A 1.0 kg block is initially at rest on a horizontal frictionless surface when a horizontal force along an `x` axis is applied to the block. The force is given by `vec(F)(x)= (2.5-x^(2)) hat(i)N`, where `x` is in meters and the initial position of the block is `x=0`. (a) What is the kinetic energy of the block as it passes through `x=2.0m` ? (b) What is the maximum kinetic energy of the block between `x=0` and `x=2.0 m` ?
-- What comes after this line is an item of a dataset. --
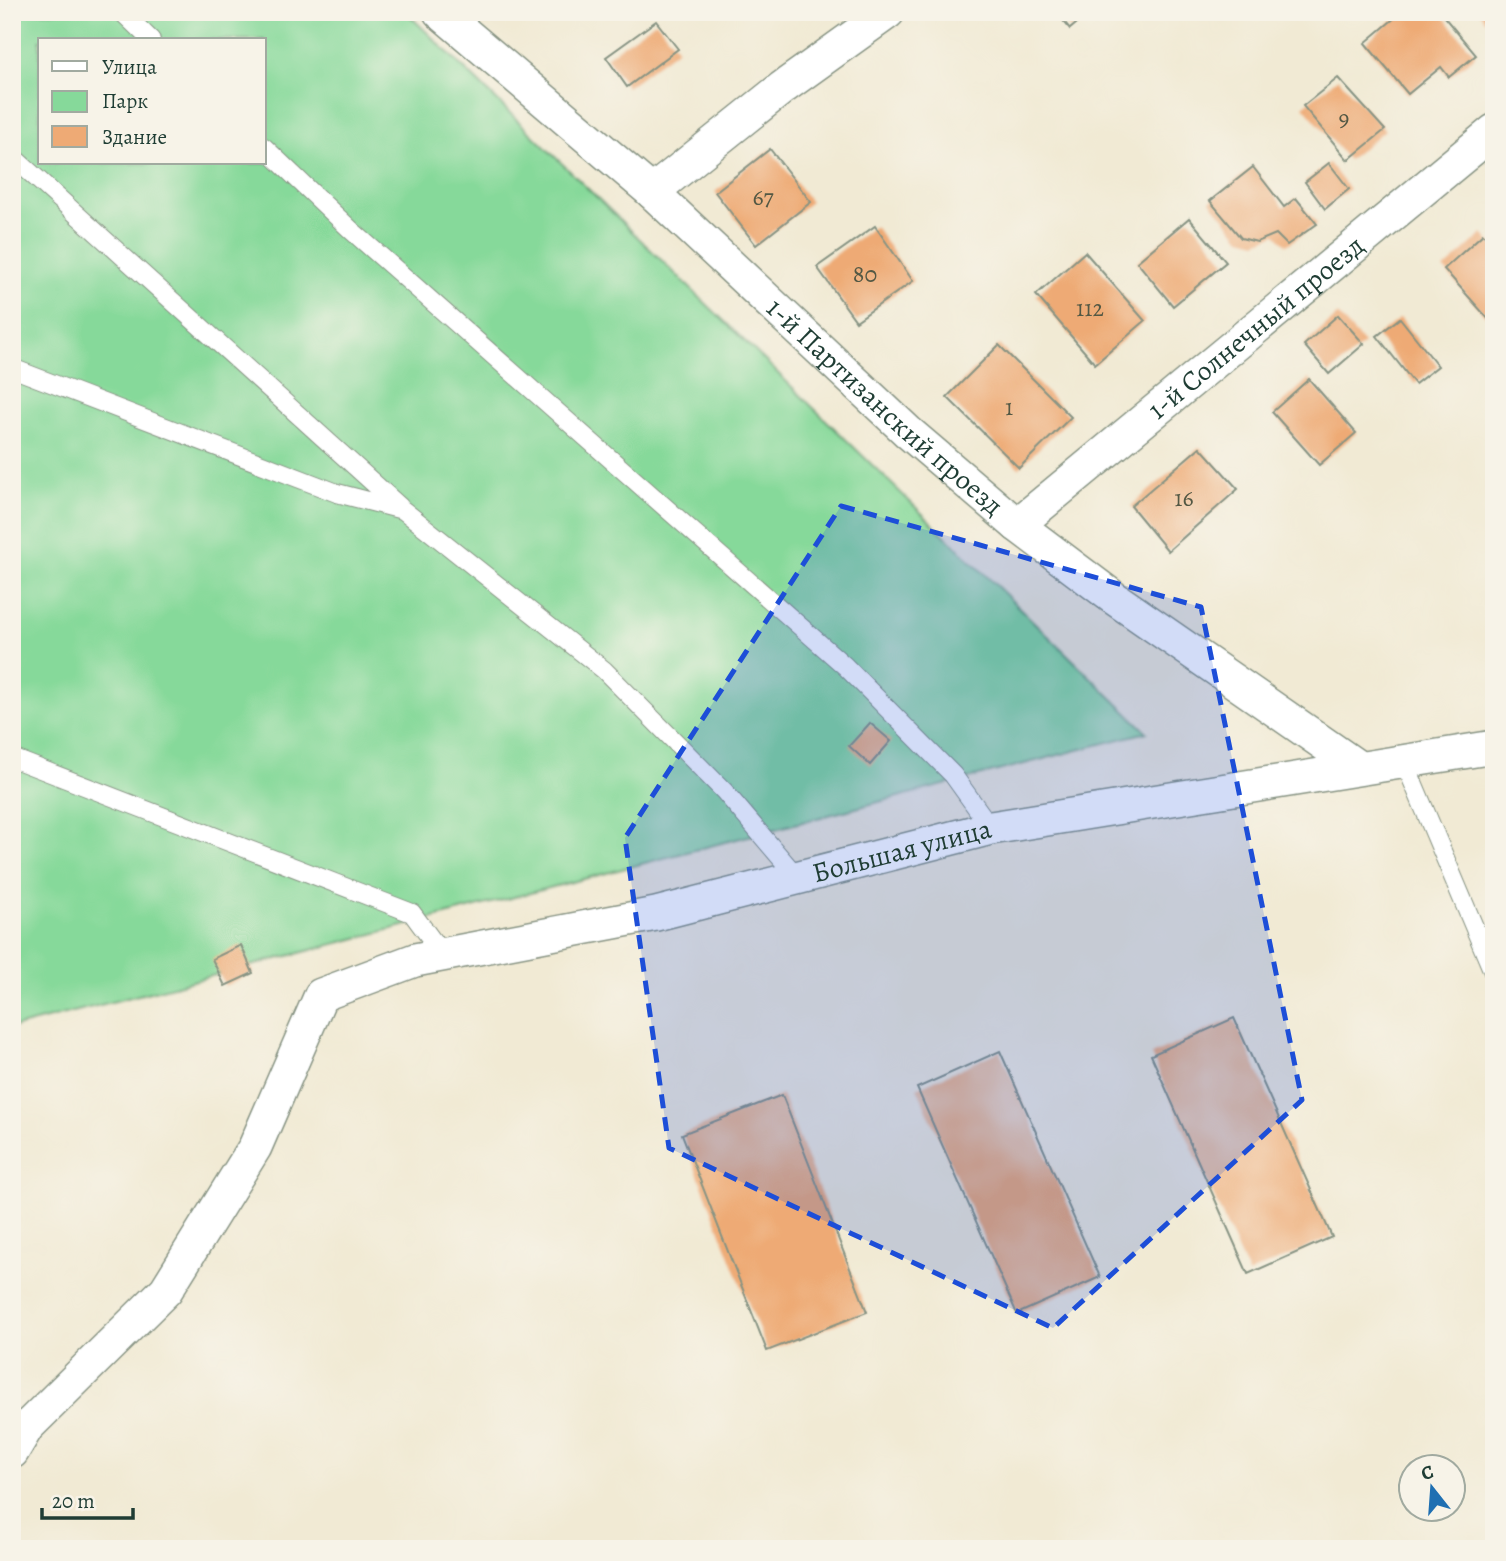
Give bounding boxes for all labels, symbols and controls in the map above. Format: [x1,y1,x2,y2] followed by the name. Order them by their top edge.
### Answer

To solve the problem, we will use the work-energy theorem, which states that the work done on an object is equal to the change in its kinetic energy. Let's break down the solution step by step. ### Step-by-Step Solution **Given:** - Mass of the block, \( m = 1.0 \, \text{kg} \) - Force as a function of position, \( F(x) = 2.5 - x^2 \, \text{N} \) - Initial position, \( x_0 = 0 \, \text{m} \) - Final position for part (a), \( x = 2.0 \, \text{m} \) #### Part (a): Kinetic Energy at \( x = 2.0 \, \text{m} \) 1. **Calculate the Work Done from \( x = 0 \) to \( x = 2 \):** The work done \( W \) is given by the integral of force over the displacement: \[ W = \int_{0}^{2} F(x) \, dx = \int_{0}^{2} (2.5 - x^2) \, dx \] 2. **Evaluate the Integral:** \[ W = \int_{0}^{2} (2.5 - x^2) \, dx = \left[ 2.5x - \frac{x^3}{3} \right]_{0}^{2} \] - At \( x = 2 \): \[ W = 2.5(2) - \frac{(2)^3}{3} = 5 - \frac{8}{3} = 5 - 2.67 = 2.33 \, \text{J} \] 3. **Apply the Work-Energy Theorem:** Since the block starts from rest, its initial kinetic energy \( KE_0 = 0 \): \[ W = KE_f - KE_0 \implies KE_f = W \] Therefore, the kinetic energy at \( x = 2 \): \[ KE = 2.33 \, \text{J} \] #### Part (b): Maximum Kinetic Energy between \( x = 0 \) and \( x = 2 \) 1. **Find the Expression for Kinetic Energy:** From part (a), we have: \[ KE(x) = 2.5x - \frac{x^3}{3} \] 2. **Differentiate to Find Critical Points:** To find the maximum kinetic energy, we differentiate \( KE(x) \) with respect to \( x \) and set it to zero: \[ \frac{d(KE)}{dx} = 2.5 - x^2 = 0 \] Solving for \( x \): \[ x^2 = 2.5 \implies x = \sqrt{2.5} \approx 1.58 \, \text{m} \] 3. **Check if \( x = \sqrt{2.5} \) is within the interval [0, 2]:** Yes, \( 1.58 \, \text{m} \) is within the interval. 4. **Calculate the Kinetic Energy at \( x = \sqrt{2.5} \):** Substitute \( x = \sqrt{2.5} \) into the kinetic energy expression: \[ KE\left(\sqrt{2.5}\right) = 2.5(\sqrt{2.5}) - \frac{(\sqrt{2.5})^3}{3} \] - Calculate \( KE \): \[ KE\left(\sqrt{2.5}\right) = 2.5 \cdot \sqrt{2.5} - \frac{(2.5)^{3/2}}{3} \] \[ = 2.5 \cdot 1.58 - \frac{(2.5) \cdot 1.58}{3} \approx 3.95 - 1.32 \approx 2.63 \, \text{J} \] ### Final Answers: - (a) Kinetic energy at \( x = 2.0 \, \text{m} \) is approximately \( 2.33 \, \text{J} \). - (b) Maximum kinetic energy between \( x = 0 \) and \( x = 2 \) is approximately \( 2.63 \, \text{J} \).